Exercise materials:
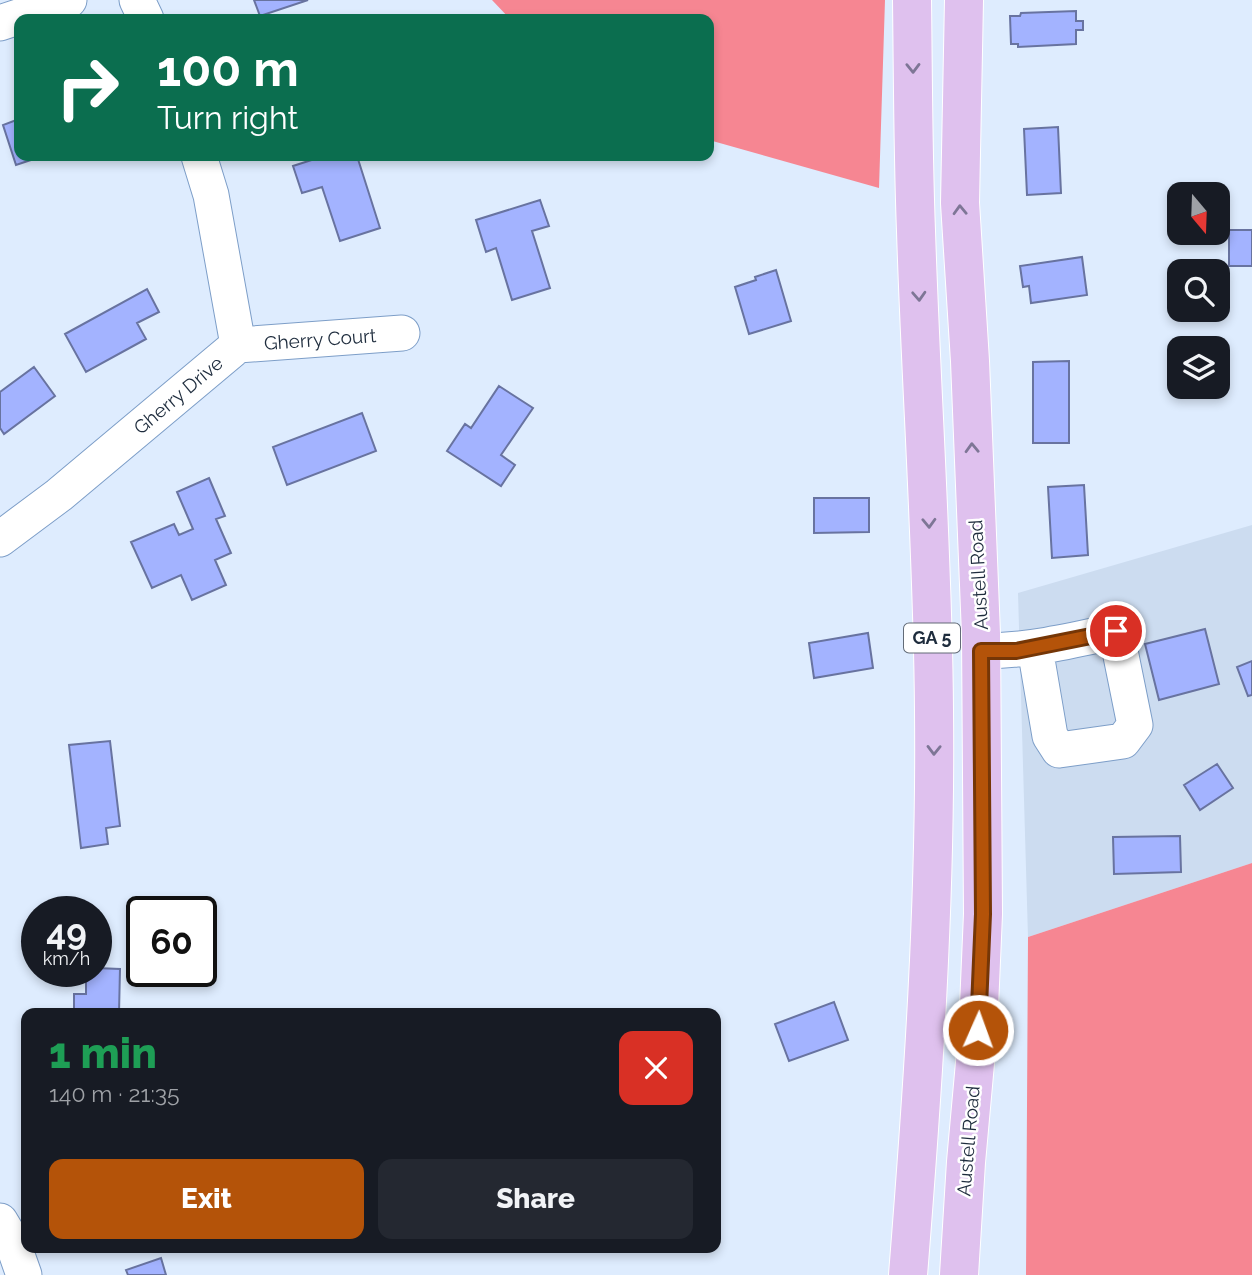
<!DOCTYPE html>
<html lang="en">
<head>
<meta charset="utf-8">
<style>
	:root { --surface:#171b24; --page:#242831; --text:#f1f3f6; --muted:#9ea1a6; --accent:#b45309 }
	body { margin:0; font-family:Raleway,sans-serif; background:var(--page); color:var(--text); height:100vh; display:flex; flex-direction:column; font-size:26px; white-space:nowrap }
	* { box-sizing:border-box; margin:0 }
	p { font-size:23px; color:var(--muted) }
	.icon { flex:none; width:38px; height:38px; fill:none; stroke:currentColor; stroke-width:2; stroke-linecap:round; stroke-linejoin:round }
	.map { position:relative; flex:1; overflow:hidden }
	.details { position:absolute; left:21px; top:1008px; width:700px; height:245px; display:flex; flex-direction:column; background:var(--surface); border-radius:14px; box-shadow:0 4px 10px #0003 }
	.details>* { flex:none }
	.guide { position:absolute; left:14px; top:14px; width:700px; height:147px; border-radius:14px; box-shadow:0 4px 10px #0003; background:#0b6e4f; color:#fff; overflow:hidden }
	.needle { width:46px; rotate:161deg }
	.tools { position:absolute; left:1167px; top:182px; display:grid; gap:14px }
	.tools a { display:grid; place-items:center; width:63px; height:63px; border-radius:14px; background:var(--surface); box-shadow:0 4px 10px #0003; font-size:35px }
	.speed { position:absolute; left:21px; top:896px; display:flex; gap:14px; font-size:35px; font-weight:700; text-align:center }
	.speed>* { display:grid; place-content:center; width:91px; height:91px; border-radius:50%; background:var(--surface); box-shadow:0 4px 10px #0003; line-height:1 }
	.speed small { font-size:18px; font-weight:400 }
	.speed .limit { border:4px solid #111; border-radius:10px; background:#fff; color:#111 }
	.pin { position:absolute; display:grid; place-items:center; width:60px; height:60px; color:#fff; margin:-30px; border:4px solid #fff; border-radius:50%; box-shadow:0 2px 7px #0007 }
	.me { position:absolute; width:77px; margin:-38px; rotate:2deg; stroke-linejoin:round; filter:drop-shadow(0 0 5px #0008) }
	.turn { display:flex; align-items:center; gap:24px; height:147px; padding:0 28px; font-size:32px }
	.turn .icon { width:91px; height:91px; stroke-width:2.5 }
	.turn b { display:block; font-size:49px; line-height:60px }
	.round { display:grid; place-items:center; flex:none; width:74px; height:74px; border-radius:14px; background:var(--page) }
	.headline { display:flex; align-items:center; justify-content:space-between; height:119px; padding:0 28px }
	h1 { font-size:42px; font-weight:800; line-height:52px; color:#1e9e55 }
	.action { display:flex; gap:14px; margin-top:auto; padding:14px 28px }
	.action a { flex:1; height:80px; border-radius:14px; background:var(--accent); color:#fff; font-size:28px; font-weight:800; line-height:80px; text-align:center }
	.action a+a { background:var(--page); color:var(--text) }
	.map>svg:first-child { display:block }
	.built { fill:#ccdcf0 }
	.forest { fill:#f68692 }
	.building { fill:#a3b3ff; stroke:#6873a0; stroke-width:2 }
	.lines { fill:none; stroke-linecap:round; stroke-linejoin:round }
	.minor-casing { stroke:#7d9ec8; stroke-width:37 }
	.major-casing { stroke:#fff; stroke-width:40 }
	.minor { stroke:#fff; stroke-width:35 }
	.major { stroke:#dfc1ee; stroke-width:38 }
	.oneway { stroke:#7e7696 }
	.route-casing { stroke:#753606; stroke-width:18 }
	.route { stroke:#b45309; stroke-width:12 }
	.labels { text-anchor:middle; stroke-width:5; stroke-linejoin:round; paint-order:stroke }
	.shield { fill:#fff; stroke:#626b77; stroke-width:2 }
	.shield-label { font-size:18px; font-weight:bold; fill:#1e2c3d }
	.street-label { font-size:19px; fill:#1e2c3d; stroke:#fff }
</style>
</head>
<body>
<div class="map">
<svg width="1252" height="1275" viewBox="0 0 1252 1275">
	<rect width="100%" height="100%" fill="#deecfe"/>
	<path class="built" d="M 1252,525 L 1252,863 L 1028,937 L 1018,593 Z"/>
	<path class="forest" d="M 492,0 L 885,0 L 879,188 L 709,140 L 709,19 L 510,19 Z
		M 1252,863 L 1252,1275 L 1026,1275 L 1028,937 Z"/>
	<path class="building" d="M 254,0 L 308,0 L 260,16 Z
		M 1076,11 L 1076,21 L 1083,21 L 1083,30 L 1076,30 L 1076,44 L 1018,47 L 1018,44 L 1011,44 L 1010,16 L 1020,16 L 1021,13 Z
		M 19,119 L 19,156 L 43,156 L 16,165 L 3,125 Z
		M 1058,127 L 1061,193 L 1027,195 L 1024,129 Z
		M 324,156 L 357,156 L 380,228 L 340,241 L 322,187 L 302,193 L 293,166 Z
		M 540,200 L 549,226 L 532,231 L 550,288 L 512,300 L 496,248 L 486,252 L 476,220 Z
		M 1229,230 L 1252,230 L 1252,266 L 1229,266 Z
		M 1082,257 L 1087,295 L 1031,303 L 1029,286 L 1023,287 L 1020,266 Z
		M 776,270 L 791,321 L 749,334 L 735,287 L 756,280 L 755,277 Z
		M 147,289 L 159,312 L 137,323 L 146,339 L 86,372 L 65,334 Z
		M 1069,361 L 1069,443 L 1033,443 L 1033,362 Z
		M 34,367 L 55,396 L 4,434 L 0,428 L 0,392 Z
		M 499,386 L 533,408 L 501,455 L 515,465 L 501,486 L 447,451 L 465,424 L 471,428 Z
		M 362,413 L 376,451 L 287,485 L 273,447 Z
		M 209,478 L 225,516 L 216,519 L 231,553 L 215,560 L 226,585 L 192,600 L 181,575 L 152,588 L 131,542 L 174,524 L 179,535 L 193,529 L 177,492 Z
		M 1084,485 L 1088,555 L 1052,558 L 1048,487 Z
		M 814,498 L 869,498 L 869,532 L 814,533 Z
		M 1205,629 L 1219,684 L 1159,700 L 1145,644 Z
		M 868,633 L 873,668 L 814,678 L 809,643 Z
		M 1252,661 L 1252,695 L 1248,696 L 1237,667 Z
		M 110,741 L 120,826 L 106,828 L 108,844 L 81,848 L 69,745 Z
		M 1217,764 L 1233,788 L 1200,810 L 1184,785 Z
		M 1180,836 L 1181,872 L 1114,874 L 1113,837 Z
		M 96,968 L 120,969 L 119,1013 L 74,1013 L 74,994 L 86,994 L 86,971 L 96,971 Z
		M 834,1002 L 848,1040 L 789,1061 L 775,1024 Z
		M 161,1258 L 166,1275 L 128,1275 L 126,1270 Z"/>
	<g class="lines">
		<g class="minor-casing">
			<path id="minor" d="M 137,0 L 146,19
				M 0,23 L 69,0
				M 238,345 L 402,333
				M 0,539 L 59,495 L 238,345 L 211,195 L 199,156
				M 981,651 C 1028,651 1071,641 1116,631 L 1135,725 L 1123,741 L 1059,750 L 1050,736 L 1035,648
				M 0,1221 L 12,1241 L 24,1275"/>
		</g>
		<g class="major-casing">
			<path id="major" d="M 908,1275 C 923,1088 936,900 934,711 C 933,551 921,391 916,231 C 913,154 913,77 912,0
				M 959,1275 L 966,1162 L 978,1030 L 983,914 L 981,634 L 970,361 L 960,203 L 964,0"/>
		</g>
		<use href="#minor" class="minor"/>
		<use href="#major" class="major"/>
	</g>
	<defs><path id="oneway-chevron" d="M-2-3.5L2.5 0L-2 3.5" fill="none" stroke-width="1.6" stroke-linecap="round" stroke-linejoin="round" transform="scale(1.75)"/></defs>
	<g class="oneway">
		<use href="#oneway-chevron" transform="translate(913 68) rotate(89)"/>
		<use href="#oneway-chevron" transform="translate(960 210) rotate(-92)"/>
		<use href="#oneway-chevron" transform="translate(919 296) rotate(87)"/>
		<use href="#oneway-chevron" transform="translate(972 448) rotate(-92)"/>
		<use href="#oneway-chevron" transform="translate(929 523) rotate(88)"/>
		<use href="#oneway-chevron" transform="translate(934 750) rotate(91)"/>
	</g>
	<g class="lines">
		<g class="route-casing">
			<path id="route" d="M 978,1030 L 983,914 L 981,651 L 1016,651 L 1116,631"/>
		</g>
		<use href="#route" class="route"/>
	</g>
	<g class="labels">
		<rect class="shield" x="904" y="623.5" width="56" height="29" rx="5"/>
		<g class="shield-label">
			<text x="932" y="644">GA 5</text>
		</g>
		<g class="street-label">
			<text transform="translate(320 339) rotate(-4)" y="7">Gherry Court</text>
			<text transform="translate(178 395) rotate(-40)" y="7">Gherry Drive</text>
			<text transform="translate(978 575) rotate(-93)" y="7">Austell Road</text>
			<text transform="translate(968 1141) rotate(-85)" y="7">Austell Road</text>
		</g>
	</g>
</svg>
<div class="tools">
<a><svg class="needle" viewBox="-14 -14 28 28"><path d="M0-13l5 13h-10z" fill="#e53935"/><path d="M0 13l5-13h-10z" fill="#9ea1a6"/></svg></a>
<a><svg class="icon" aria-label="search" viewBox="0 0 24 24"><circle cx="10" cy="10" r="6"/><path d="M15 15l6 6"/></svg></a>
<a><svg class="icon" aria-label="layers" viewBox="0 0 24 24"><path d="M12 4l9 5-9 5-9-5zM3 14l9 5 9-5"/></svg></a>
</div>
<div class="speed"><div>49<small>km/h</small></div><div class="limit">60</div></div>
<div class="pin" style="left:1116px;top:631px;background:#d93025"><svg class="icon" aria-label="arrive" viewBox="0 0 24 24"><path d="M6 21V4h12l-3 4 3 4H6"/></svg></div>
<svg class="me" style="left:978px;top:1030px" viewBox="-20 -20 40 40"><circle r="17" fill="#b45309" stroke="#fff" stroke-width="3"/><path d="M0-11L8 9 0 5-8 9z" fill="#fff"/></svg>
<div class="guide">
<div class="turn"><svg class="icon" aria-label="right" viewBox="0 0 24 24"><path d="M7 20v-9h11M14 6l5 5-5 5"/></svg><div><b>100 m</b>Turn right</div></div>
</div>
<section class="details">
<div class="headline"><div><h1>1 min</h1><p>140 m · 21:35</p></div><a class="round" style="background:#d93025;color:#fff"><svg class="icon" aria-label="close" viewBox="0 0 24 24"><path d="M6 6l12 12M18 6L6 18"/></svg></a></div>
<div class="action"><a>Exit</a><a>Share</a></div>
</section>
</div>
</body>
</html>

Exercise instructions: Set down, exactly as they appear above, all lines from the one that has "display:grid; place-content:center; width:91px;" down to the one that has "display:block; font-size:49px; line-height:60px", including those two and no others.

Answer to this exercise:
	.speed>* { display:grid; place-content:center; width:91px; height:91px; border-radius:50%; background:var(--surface); box-shadow:0 4px 10px #0003; line-height:1 }
	.speed small { font-size:18px; font-weight:400 }
	.speed .limit { border:4px solid #111; border-radius:10px; background:#fff; color:#111 }
	.pin { position:absolute; display:grid; place-items:center; width:60px; height:60px; color:#fff; margin:-30px; border:4px solid #fff; border-radius:50%; box-shadow:0 2px 7px #0007 }
	.me { position:absolute; width:77px; margin:-38px; rotate:2deg; stroke-linejoin:round; filter:drop-shadow(0 0 5px #0008) }
	.turn { display:flex; align-items:center; gap:24px; height:147px; padding:0 28px; font-size:32px }
	.turn .icon { width:91px; height:91px; stroke-width:2.5 }
	.turn b { display:block; font-size:49px; line-height:60px }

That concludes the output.